As a matter of fact I’ve already wiped my main SSD and reinstalled Windows last weekend. I still don’t intend to do work on Windows, but I’m glad about how well Windows has evolved to allow for a, to me, very nice development environment. I’ve already set up Ubuntu with WSL 2 and recreated the UNIX environment that I’m used to have on my macOS machines I use for development. Only real difference are Windows vs macOS key binds – a true first world problem. And the games that used to push my CPU usage to 99% and higher, don’t stutter or lag anymore – there is no more bottlenecking.
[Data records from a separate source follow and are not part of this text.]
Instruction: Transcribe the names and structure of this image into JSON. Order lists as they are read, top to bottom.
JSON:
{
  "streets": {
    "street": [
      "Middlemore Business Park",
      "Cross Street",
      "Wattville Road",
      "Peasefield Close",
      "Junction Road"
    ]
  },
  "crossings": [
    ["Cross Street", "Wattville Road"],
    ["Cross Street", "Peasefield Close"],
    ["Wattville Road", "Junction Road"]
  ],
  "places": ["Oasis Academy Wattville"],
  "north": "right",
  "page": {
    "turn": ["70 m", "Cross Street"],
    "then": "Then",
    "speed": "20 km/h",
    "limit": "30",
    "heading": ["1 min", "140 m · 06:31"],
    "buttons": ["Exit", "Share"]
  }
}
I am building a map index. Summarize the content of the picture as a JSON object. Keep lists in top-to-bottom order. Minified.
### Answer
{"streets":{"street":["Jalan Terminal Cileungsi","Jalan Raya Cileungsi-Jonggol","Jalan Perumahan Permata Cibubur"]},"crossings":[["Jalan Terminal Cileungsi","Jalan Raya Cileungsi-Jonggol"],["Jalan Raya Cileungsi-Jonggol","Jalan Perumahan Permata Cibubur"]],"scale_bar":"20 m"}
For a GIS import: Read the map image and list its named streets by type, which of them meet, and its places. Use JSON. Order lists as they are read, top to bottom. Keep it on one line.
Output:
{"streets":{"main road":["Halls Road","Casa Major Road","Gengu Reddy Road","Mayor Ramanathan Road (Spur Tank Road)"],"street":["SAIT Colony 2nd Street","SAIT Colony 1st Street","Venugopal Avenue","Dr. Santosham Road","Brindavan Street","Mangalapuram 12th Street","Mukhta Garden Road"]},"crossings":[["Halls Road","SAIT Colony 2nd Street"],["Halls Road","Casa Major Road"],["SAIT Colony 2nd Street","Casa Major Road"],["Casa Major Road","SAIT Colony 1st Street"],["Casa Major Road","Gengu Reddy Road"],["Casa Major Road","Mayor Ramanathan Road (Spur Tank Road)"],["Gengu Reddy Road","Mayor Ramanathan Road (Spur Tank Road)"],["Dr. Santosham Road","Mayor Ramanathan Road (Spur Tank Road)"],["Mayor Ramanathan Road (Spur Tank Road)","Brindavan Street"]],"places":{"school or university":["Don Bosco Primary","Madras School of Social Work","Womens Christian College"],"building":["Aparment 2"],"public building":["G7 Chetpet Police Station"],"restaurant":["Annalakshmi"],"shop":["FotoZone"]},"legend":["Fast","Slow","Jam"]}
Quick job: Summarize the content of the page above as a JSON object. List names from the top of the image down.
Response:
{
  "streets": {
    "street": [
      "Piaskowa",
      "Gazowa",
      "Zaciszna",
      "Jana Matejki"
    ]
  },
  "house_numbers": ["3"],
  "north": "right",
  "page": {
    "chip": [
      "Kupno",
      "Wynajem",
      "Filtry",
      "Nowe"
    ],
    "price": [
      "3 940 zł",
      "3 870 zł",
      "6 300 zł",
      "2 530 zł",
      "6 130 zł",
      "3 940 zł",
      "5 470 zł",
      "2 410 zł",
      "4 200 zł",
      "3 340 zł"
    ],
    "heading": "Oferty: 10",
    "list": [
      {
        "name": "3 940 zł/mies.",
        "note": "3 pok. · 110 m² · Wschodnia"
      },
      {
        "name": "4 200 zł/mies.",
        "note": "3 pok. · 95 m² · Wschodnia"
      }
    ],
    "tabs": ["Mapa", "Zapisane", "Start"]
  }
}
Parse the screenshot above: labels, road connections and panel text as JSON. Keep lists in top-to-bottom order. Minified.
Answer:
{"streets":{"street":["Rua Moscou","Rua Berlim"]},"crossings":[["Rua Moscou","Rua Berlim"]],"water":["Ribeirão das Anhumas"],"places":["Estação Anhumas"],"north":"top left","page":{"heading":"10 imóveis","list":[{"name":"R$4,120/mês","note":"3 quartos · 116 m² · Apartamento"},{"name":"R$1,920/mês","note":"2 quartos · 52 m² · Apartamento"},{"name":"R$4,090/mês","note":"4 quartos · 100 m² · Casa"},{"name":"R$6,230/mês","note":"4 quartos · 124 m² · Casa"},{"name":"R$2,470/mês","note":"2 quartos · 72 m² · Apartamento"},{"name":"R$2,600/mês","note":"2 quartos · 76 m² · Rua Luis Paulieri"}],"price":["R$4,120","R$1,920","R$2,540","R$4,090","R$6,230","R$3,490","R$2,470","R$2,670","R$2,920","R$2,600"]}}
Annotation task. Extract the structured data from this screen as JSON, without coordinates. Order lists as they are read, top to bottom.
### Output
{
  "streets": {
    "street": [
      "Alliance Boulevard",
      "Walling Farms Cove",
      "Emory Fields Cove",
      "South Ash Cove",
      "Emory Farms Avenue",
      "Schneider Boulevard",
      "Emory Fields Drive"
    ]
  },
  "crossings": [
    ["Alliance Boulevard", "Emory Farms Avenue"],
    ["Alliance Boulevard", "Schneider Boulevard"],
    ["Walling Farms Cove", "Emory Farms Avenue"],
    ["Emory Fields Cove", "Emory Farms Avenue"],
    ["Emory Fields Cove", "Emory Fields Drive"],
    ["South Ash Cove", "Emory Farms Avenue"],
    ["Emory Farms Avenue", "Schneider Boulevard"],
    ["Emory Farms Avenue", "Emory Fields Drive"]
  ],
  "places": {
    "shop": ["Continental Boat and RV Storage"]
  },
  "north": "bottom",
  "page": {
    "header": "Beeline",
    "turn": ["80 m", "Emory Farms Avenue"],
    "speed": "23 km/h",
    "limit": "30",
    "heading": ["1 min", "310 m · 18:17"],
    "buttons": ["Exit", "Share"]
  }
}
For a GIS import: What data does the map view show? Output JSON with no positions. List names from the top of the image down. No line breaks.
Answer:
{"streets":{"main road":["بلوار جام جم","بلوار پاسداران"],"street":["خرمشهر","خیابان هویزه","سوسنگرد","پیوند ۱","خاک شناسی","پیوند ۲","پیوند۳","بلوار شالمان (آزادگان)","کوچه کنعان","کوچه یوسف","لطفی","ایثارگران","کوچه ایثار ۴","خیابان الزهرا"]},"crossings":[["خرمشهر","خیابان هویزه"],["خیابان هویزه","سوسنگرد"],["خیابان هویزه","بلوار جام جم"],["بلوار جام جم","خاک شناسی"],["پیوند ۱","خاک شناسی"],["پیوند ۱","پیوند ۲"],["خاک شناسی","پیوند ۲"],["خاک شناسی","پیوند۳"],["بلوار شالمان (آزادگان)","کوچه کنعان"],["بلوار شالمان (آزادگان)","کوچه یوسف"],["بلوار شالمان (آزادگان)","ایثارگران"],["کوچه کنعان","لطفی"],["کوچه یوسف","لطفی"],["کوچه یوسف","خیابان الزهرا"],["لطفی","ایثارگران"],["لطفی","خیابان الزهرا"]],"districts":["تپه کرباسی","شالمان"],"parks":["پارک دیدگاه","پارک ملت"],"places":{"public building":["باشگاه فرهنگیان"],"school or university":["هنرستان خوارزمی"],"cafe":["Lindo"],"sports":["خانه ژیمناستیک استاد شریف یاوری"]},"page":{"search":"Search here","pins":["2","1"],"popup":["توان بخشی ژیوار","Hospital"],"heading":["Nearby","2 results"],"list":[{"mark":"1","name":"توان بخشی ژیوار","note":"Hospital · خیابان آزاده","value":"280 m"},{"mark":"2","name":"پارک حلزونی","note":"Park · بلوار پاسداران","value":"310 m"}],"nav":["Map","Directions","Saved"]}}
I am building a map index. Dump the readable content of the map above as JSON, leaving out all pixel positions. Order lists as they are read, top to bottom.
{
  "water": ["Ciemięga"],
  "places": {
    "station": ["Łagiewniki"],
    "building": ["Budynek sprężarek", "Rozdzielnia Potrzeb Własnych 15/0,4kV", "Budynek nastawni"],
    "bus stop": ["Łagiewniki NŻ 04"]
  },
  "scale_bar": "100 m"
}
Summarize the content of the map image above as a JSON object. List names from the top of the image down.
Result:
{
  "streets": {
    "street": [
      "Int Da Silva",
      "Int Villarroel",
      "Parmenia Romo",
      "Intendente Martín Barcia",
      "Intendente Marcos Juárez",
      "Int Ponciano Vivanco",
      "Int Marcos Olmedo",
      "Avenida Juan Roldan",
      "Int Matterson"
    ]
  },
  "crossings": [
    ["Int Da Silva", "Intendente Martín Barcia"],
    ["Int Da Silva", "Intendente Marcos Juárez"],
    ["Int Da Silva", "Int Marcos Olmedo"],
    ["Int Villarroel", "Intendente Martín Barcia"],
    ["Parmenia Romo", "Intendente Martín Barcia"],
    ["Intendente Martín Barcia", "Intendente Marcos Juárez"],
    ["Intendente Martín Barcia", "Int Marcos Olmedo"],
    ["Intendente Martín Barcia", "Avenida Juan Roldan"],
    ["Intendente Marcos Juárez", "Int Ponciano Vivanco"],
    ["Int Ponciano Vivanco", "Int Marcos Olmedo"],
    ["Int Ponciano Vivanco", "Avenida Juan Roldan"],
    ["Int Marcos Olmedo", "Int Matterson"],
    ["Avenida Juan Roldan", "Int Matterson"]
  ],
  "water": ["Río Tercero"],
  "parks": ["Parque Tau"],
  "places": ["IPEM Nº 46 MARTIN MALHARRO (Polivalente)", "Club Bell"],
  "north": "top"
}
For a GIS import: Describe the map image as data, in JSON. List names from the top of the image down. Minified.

For work I have decided that, in contrast to 3 years ago, I will be using only my MacBook Pro. It is still the same 2015 model I bought as a student, but apart from the battery’s capacity which has decreased to only 82% of its maximum charge over the years, this is still a great and very capable machine, fully supported by Apple and the latest version of macOS. An extra benefit of having only 1 physical device for work, is that I no longer have to sync my work environments. I used to symlink all my config files to my iCloud Drive but that solution wasn’t always ideal, as sometimes, variables or paths were different between my MacBook Pro and my hackintosh desktop. I also hope that this will make it so I can just close my MacBook’s lid when it’s time to log off and go home, rather than continue working on a certain feature so I can commit and push it, in case I need to pull it on my hackintosh the day after, if I decide to work from home. But only time will tell if that will actually happen – old habits die hard.

I do intend to upgrade my MacBook though. The WFH experience with the 2015 model isn’t as nice as it could be, as I need to connect it to power, connect a keyboard because I don’t own a wireless one, and my LG 38GL950G-B, which I need to plug in as well, is limited to 30 fps over that MacBook’s HDMI. At least the issue with my Magic Mouse connecting to the wrong Mac will be resolved, but the idea is to buy a newer model and a clean USB-C/Thunderbolt dock for it, like the ones from Brydge, so I can simply come home, dock the MacBook and enjoy a seamless desktop experience – no need to connect peripherals or charger, and keep my desk clean. With the ARM based MacBooks just around the corner, there’s no need to update just yet, so until then I will keep working on this trustworthy 2015 model I just finished writing this post on.